What the task requires:
Could you return every line of the records below that contains the word "lane"?

(Dataset entries)

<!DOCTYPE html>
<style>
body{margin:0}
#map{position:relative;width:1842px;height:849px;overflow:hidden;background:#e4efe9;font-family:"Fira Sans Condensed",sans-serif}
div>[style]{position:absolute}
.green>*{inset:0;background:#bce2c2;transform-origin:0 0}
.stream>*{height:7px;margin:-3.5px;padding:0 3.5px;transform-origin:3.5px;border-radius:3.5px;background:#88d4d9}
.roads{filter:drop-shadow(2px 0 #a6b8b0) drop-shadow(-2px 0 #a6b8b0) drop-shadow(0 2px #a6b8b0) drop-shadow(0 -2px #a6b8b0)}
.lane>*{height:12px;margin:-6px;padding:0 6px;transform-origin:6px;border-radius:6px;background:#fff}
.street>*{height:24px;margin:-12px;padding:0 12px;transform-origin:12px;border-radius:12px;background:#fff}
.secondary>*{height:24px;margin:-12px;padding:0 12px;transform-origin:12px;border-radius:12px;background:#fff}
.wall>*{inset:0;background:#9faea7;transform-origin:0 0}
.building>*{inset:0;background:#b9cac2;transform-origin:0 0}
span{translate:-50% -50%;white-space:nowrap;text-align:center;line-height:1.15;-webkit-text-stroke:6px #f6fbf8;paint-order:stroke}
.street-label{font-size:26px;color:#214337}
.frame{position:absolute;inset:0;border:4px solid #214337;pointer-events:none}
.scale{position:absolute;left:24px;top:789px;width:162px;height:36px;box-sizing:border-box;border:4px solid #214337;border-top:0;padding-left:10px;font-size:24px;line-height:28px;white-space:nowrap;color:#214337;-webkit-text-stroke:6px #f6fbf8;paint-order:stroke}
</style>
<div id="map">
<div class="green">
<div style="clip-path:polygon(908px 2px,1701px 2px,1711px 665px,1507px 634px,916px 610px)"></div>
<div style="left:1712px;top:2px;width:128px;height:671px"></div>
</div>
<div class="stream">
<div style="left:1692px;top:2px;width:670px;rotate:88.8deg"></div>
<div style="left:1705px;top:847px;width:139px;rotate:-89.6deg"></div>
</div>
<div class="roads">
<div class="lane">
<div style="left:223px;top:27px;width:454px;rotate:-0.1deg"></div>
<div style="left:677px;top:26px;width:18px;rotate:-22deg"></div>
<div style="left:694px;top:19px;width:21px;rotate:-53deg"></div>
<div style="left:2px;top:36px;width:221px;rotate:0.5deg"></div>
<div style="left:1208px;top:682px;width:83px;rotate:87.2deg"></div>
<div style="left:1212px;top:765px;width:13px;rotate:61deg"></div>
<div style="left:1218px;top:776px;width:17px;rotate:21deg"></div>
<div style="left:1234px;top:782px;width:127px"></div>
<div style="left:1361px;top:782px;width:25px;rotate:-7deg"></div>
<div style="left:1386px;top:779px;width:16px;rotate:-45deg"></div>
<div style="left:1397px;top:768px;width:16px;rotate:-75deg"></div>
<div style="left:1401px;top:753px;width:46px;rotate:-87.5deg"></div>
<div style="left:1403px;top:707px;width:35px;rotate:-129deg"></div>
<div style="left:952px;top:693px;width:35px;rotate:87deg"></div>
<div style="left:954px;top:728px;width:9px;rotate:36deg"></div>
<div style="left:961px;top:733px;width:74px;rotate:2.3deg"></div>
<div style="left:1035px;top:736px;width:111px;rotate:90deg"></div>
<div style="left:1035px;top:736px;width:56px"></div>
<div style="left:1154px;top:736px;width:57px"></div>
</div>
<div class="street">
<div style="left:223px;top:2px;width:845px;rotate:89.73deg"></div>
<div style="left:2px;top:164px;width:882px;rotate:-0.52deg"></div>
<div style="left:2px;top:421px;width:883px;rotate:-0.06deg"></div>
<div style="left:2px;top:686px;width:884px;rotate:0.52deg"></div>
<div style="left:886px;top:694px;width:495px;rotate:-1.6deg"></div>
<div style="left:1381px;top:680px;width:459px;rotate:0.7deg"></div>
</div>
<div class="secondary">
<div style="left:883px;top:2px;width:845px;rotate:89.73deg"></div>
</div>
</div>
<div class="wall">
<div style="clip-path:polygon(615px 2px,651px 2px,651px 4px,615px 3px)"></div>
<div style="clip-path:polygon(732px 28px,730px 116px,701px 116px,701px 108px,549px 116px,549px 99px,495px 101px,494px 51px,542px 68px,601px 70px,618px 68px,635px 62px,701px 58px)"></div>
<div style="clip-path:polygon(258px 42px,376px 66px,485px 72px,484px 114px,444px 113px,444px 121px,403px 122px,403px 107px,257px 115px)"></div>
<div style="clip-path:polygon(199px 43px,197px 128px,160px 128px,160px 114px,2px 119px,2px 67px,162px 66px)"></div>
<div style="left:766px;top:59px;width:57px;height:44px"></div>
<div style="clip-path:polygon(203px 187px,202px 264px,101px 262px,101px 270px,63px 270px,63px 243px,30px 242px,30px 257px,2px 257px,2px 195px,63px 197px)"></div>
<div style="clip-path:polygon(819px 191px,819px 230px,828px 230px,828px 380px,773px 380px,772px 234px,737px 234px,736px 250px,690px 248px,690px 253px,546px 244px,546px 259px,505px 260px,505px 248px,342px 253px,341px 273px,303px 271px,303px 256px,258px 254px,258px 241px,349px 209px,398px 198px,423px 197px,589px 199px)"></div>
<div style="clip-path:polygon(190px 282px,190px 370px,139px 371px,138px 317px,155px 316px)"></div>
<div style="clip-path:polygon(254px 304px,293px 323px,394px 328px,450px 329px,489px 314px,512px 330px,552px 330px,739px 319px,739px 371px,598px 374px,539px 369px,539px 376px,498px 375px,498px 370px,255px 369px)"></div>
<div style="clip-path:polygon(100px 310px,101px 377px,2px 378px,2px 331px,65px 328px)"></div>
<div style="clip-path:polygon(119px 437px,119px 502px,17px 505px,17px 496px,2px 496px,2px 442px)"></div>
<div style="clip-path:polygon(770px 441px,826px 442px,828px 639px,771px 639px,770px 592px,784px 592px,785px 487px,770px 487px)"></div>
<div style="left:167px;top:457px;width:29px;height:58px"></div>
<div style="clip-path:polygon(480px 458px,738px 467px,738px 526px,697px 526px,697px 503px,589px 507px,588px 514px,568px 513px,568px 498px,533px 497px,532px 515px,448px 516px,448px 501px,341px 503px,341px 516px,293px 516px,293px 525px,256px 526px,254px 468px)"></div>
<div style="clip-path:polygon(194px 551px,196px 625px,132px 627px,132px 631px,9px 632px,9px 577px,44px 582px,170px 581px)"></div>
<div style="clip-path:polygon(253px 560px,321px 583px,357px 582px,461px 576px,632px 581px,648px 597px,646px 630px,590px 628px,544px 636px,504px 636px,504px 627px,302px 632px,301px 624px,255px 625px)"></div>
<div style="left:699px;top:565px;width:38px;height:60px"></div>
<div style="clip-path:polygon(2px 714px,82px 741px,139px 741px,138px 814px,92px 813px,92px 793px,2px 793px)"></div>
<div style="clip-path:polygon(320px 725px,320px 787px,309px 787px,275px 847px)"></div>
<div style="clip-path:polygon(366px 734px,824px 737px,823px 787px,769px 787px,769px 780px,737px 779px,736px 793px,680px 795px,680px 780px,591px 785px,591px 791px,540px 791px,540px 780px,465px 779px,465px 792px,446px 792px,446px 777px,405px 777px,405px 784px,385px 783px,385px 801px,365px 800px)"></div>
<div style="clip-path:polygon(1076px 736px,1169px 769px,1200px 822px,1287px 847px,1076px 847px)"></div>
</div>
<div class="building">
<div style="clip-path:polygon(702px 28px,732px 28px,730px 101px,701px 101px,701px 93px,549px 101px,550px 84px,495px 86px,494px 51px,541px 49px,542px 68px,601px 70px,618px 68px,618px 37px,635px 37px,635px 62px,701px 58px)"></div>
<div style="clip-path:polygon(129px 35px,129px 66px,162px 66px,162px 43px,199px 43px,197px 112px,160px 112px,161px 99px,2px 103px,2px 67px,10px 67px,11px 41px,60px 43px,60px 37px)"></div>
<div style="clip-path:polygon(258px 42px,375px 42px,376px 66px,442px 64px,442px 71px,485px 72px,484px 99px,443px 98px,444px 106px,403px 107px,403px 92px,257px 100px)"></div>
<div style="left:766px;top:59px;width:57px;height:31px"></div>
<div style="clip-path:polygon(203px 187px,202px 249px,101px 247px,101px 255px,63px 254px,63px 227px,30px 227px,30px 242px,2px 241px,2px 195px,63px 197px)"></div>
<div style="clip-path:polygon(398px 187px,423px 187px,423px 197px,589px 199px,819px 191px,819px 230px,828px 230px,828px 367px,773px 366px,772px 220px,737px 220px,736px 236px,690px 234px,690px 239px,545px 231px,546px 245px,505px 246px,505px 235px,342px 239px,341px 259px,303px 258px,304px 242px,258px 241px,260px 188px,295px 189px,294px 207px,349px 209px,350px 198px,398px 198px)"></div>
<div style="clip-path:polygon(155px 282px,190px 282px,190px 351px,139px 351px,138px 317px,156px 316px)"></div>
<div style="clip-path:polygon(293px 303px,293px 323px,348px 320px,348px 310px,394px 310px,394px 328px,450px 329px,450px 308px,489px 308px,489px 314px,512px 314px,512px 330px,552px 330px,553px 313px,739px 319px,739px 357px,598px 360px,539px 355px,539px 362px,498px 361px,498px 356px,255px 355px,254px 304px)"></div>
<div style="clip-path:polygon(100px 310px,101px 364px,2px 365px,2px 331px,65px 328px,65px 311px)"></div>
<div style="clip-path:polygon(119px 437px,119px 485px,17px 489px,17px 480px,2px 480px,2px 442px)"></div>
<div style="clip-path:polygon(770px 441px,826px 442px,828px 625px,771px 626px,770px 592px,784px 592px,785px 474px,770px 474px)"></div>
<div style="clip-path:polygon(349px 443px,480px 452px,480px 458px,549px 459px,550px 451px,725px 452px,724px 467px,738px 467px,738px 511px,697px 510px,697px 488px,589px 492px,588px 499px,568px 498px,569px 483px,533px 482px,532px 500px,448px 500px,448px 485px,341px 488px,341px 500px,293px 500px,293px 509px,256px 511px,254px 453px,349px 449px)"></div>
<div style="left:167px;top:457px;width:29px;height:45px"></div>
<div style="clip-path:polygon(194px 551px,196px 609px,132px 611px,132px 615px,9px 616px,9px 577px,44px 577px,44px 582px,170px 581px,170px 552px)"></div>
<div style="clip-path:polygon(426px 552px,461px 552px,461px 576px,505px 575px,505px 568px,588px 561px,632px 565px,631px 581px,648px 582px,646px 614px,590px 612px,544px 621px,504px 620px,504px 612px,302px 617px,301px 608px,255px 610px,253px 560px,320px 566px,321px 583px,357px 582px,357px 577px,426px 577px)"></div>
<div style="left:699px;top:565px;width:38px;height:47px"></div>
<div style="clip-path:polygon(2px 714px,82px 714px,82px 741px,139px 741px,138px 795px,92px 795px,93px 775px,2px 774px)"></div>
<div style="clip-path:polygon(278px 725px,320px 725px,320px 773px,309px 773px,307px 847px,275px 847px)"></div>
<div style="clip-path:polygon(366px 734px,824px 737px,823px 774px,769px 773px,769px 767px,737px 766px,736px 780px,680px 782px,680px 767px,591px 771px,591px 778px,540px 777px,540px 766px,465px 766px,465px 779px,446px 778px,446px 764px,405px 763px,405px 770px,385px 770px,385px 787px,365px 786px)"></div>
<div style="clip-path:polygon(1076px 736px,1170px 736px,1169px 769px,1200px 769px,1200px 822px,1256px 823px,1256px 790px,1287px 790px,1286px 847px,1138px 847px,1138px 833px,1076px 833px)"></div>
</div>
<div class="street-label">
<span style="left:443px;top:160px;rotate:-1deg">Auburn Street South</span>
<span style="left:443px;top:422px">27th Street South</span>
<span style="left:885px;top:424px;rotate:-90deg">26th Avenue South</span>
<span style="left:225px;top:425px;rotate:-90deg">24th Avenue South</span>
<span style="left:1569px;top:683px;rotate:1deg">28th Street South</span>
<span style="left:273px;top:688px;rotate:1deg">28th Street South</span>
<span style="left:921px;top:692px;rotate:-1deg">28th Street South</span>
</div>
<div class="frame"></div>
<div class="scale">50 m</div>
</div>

Output for this exercise:
.lane>*{height:12px;margin:-6px;padding:0 6px;transform-origin:6px;border-radius:6px;background:#fff}
<div class="lane">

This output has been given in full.